→ Task description
Return all of the entries exactly, but do not include the pictures.

━━━━━━━━━━

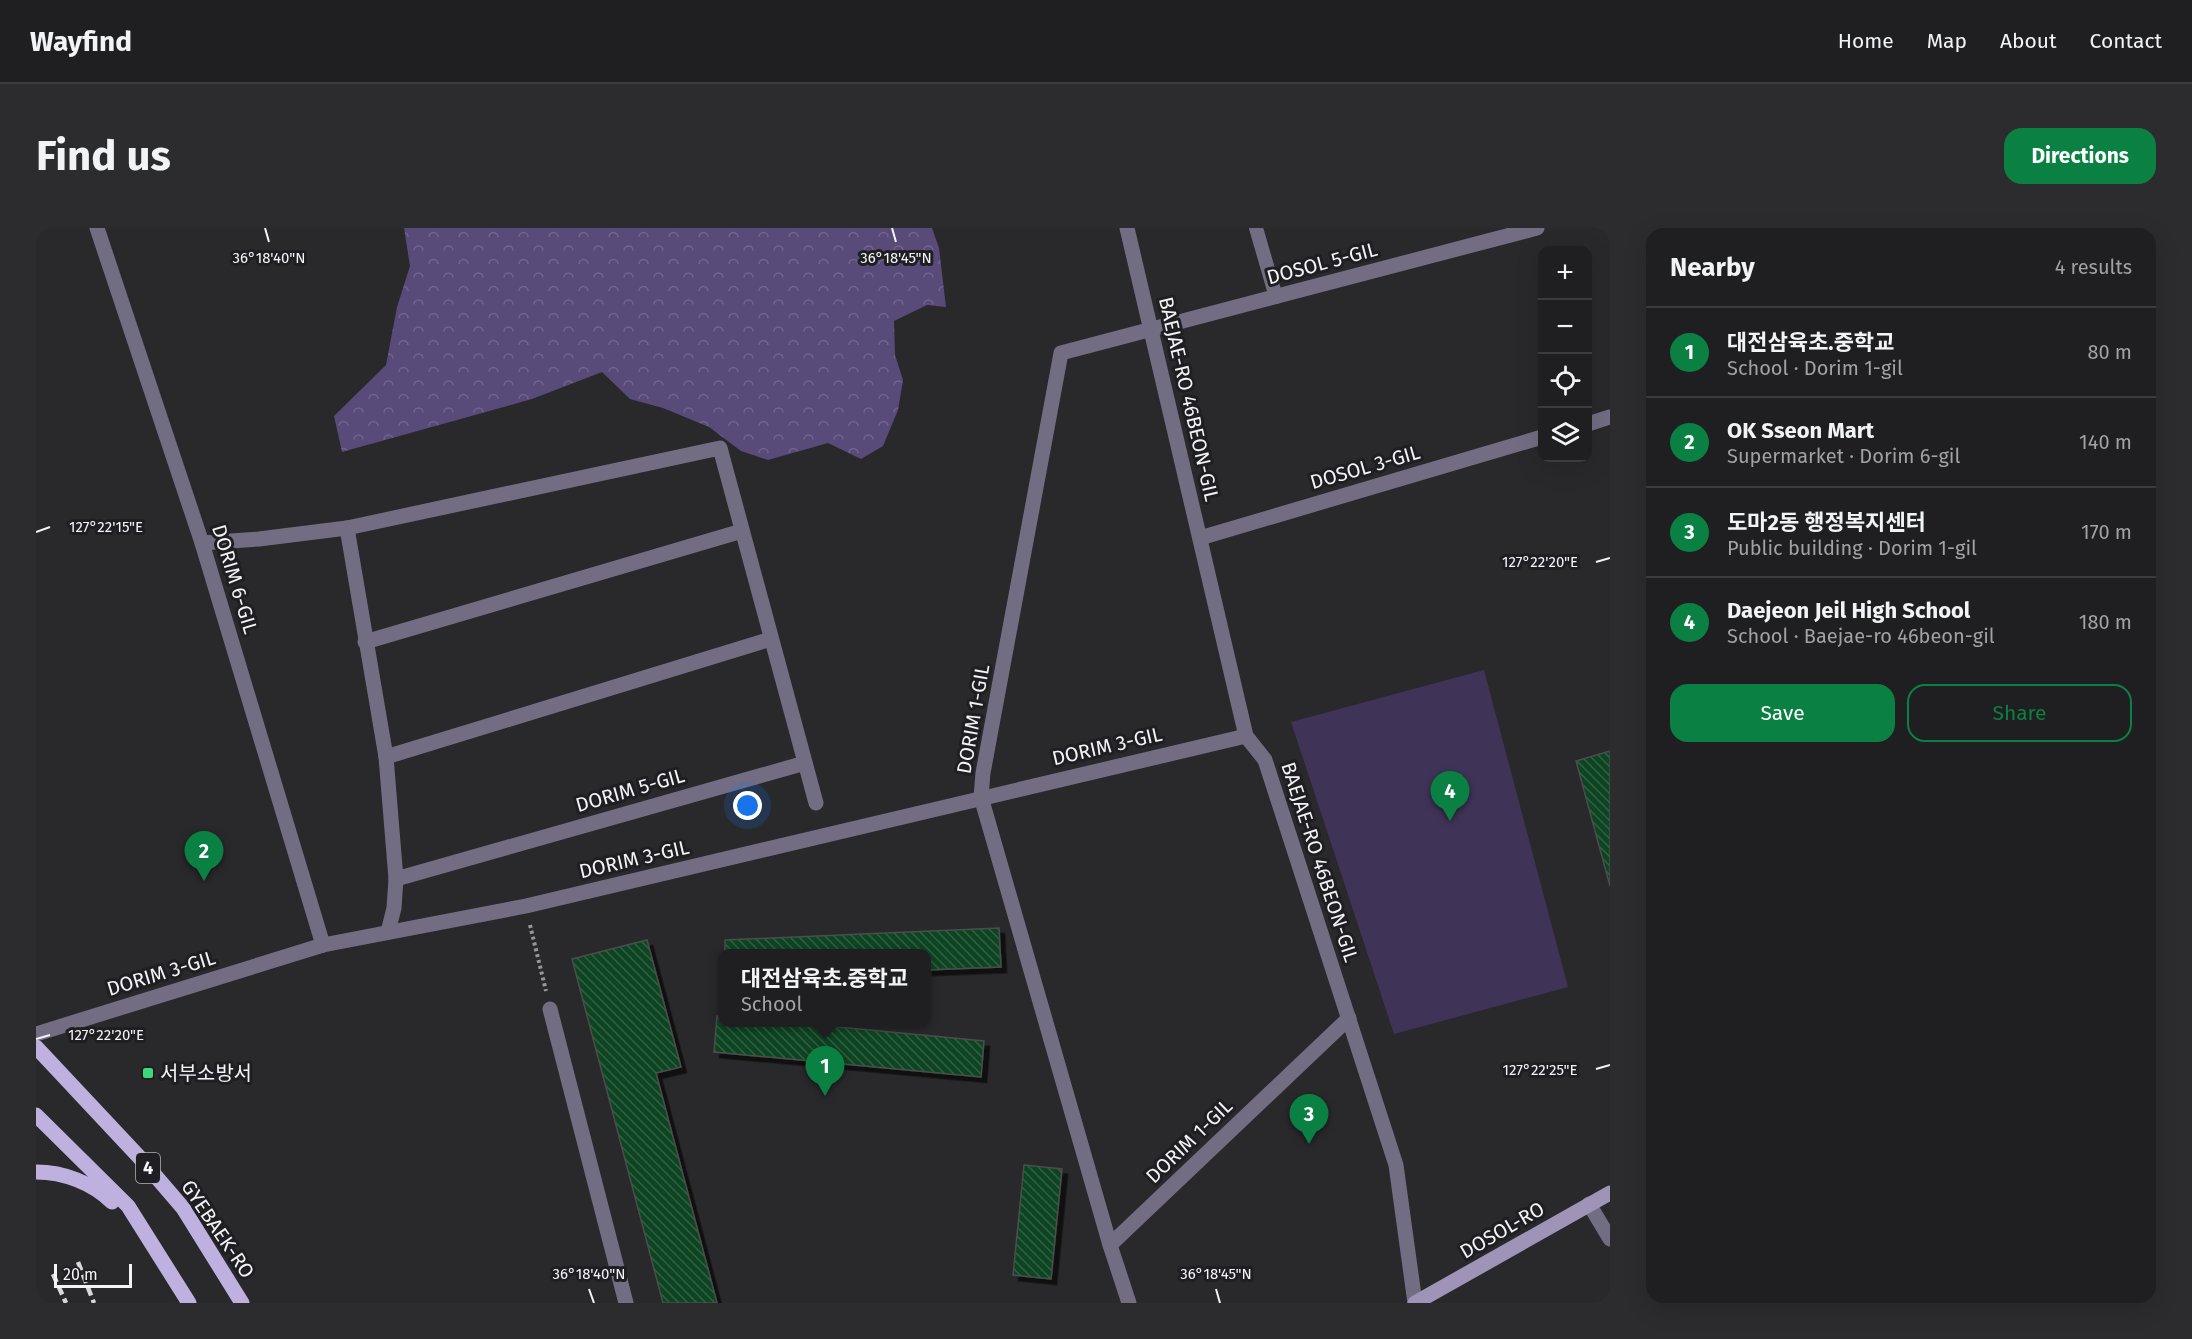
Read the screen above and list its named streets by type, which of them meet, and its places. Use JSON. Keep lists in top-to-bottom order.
{
  "streets": {
    "main road": ["4", "GYEBAEK-RO"],
    "street": [
      "DOSOL 5-GIL",
      "BAEJAE-RO 46BEON-GIL",
      "DOSOL 3-GIL",
      "DORIM 6-GIL",
      "DORIM 1-GIL",
      "DORIM 3-GIL",
      "DORIM 5-GIL",
      "DOSOL-RO"
    ]
  },
  "crossings": [
    ["DOSOL 5-GIL", "BAEJAE-RO 46BEON-GIL"],
    ["DOSOL 5-GIL", "DORIM 1-GIL"],
    ["BAEJAE-RO 46BEON-GIL", "DOSOL 3-GIL"],
    ["BAEJAE-RO 46BEON-GIL", "DORIM 1-GIL"],
    ["BAEJAE-RO 46BEON-GIL", "DORIM 3-GIL"],
    ["BAEJAE-RO 46BEON-GIL", "DOSOL-RO"],
    ["DORIM 6-GIL", "DORIM 3-GIL"],
    ["DORIM 1-GIL", "DORIM 3-GIL"]
  ],
  "places": {
    "transit": ["서부소방서"]
  },
  "scale_bar": "20 m",
  "page": {
    "header": "Wayfind",
    "nav": [
      "Home",
      "Map",
      "About",
      "Contact"
    ],
    "buttons": [
      "Directions",
      ["Save", "Share"]
    ],
    "title": "Find us",
    "heading": ["Nearby", "4 results"],
    "map_buttons": ["+", "−"],
    "list": [
      {
        "mark": "1",
        "name": "대전삼육초.중학교",
        "note": "School · Dorim 1-gil",
        "value": "80 m"
      },
      {
        "mark": "2",
        "name": "OK Sseon Mart",
        "note": "Supermarket · Dorim 6-gil",
        "value": "140 m"
      },
      {
        "mark": "3",
        "name": "도마2동 행정복지센터",
        "note": "Public building · Dorim 1-gil",
        "value": "170 m"
      },
      {
        "mark": "4",
        "name": "Daejeon Jeil High School",
        "note": "School · Baejae-ro 46beon-gil",
        "value": "180 m"
      }
    ],
    "pins": [
      "4",
      "2",
      "1",
      "3"
    ],
    "popup": ["대전삼육초.중학교", "School"],
    "scale": "20 m"
  },
  "coordinates": [
    "36°18'40\"N",
    "36°18'45\"N",
    "127°22'15\"E",
    "127°22'20\"E",
    "127°22'25\"E"
  ]
}
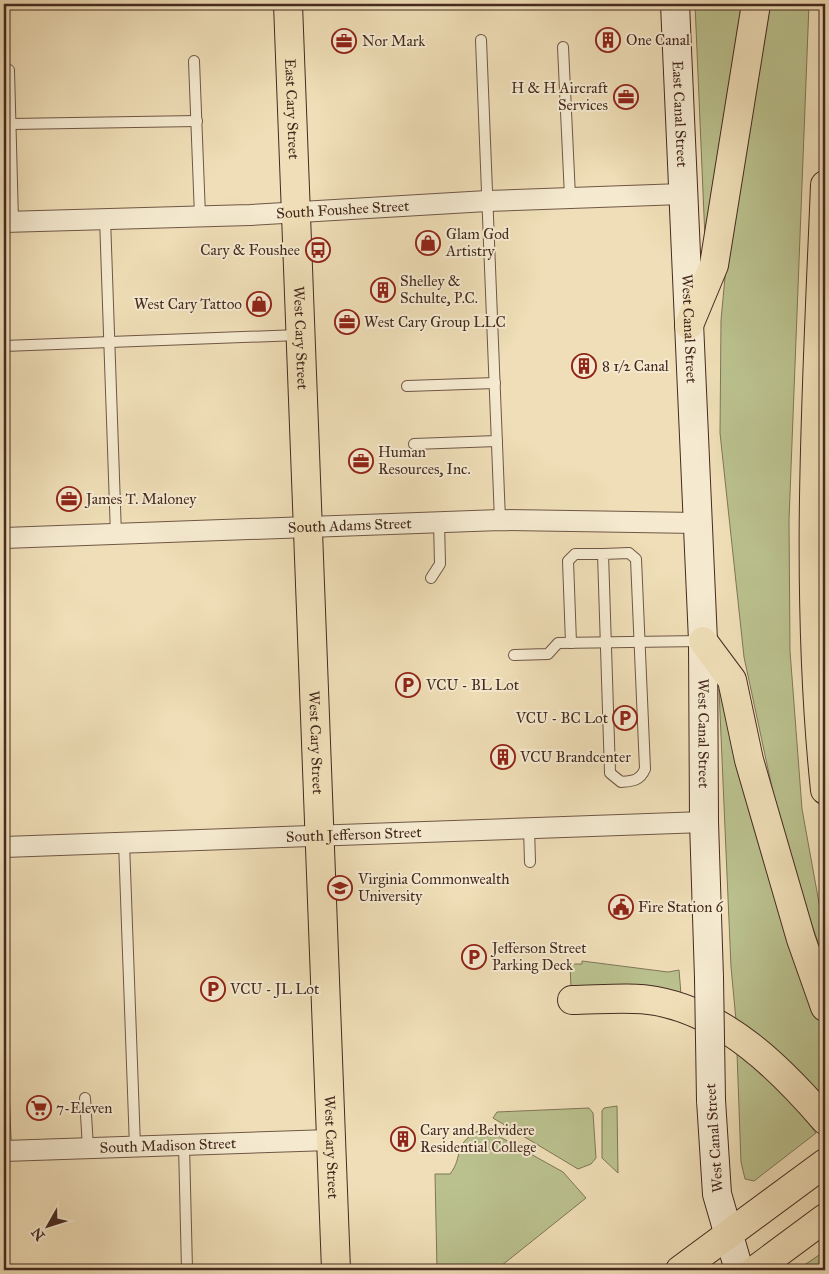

━━━━━━━━━━

→ Response to the exercise
Read the screen above and list its named streets by type, which of them meet, and its places. Use JSON. Keep lists in top-to-bottom order.
{
  "streets": {
    "main road": ["4", "GYEBAEK-RO"],
    "street": [
      "DOSOL 5-GIL",
      "BAEJAE-RO 46BEON-GIL",
      "DOSOL 3-GIL",
      "DORIM 6-GIL",
      "DORIM 1-GIL",
      "DORIM 3-GIL",
      "DORIM 5-GIL",
      "DOSOL-RO"
    ]
  },
  "crossings": [
    ["DOSOL 5-GIL", "BAEJAE-RO 46BEON-GIL"],
    ["DOSOL 5-GIL", "DORIM 1-GIL"],
    ["BAEJAE-RO 46BEON-GIL", "DOSOL 3-GIL"],
    ["BAEJAE-RO 46BEON-GIL", "DORIM 1-GIL"],
    ["BAEJAE-RO 46BEON-GIL", "DORIM 3-GIL"],
    ["BAEJAE-RO 46BEON-GIL", "DOSOL-RO"],
    ["DORIM 6-GIL", "DORIM 3-GIL"],
    ["DORIM 1-GIL", "DORIM 3-GIL"]
  ],
  "places": {
    "transit": ["서부소방서"]
  },
  "scale_bar": "20 m",
  "page": {
    "header": "Wayfind",
    "nav": [
      "Home",
      "Map",
      "About",
      "Contact"
    ],
    "buttons": [
      "Directions",
      ["Save", "Share"]
    ],
    "title": "Find us",
    "heading": ["Nearby", "4 results"],
    "map_buttons": ["+", "−"],
    "list": [
      {
        "mark": "1",
        "name": "대전삼육초.중학교",
        "note": "School · Dorim 1-gil",
        "value": "80 m"
      },
      {
        "mark": "2",
        "name": "OK Sseon Mart",
        "note": "Supermarket · Dorim 6-gil",
        "value": "140 m"
      },
      {
        "mark": "3",
        "name": "도마2동 행정복지센터",
        "note": "Public building · Dorim 1-gil",
        "value": "170 m"
      },
      {
        "mark": "4",
        "name": "Daejeon Jeil High School",
        "note": "School · Baejae-ro 46beon-gil",
        "value": "180 m"
      }
    ],
    "pins": [
      "4",
      "2",
      "1",
      "3"
    ],
    "popup": ["대전삼육초.중학교", "School"],
    "scale": "20 m"
  },
  "coordinates": [
    "36°18'40\"N",
    "36°18'45\"N",
    "127°22'15\"E",
    "127°22'20\"E",
    "127°22'25\"E"
  ]
}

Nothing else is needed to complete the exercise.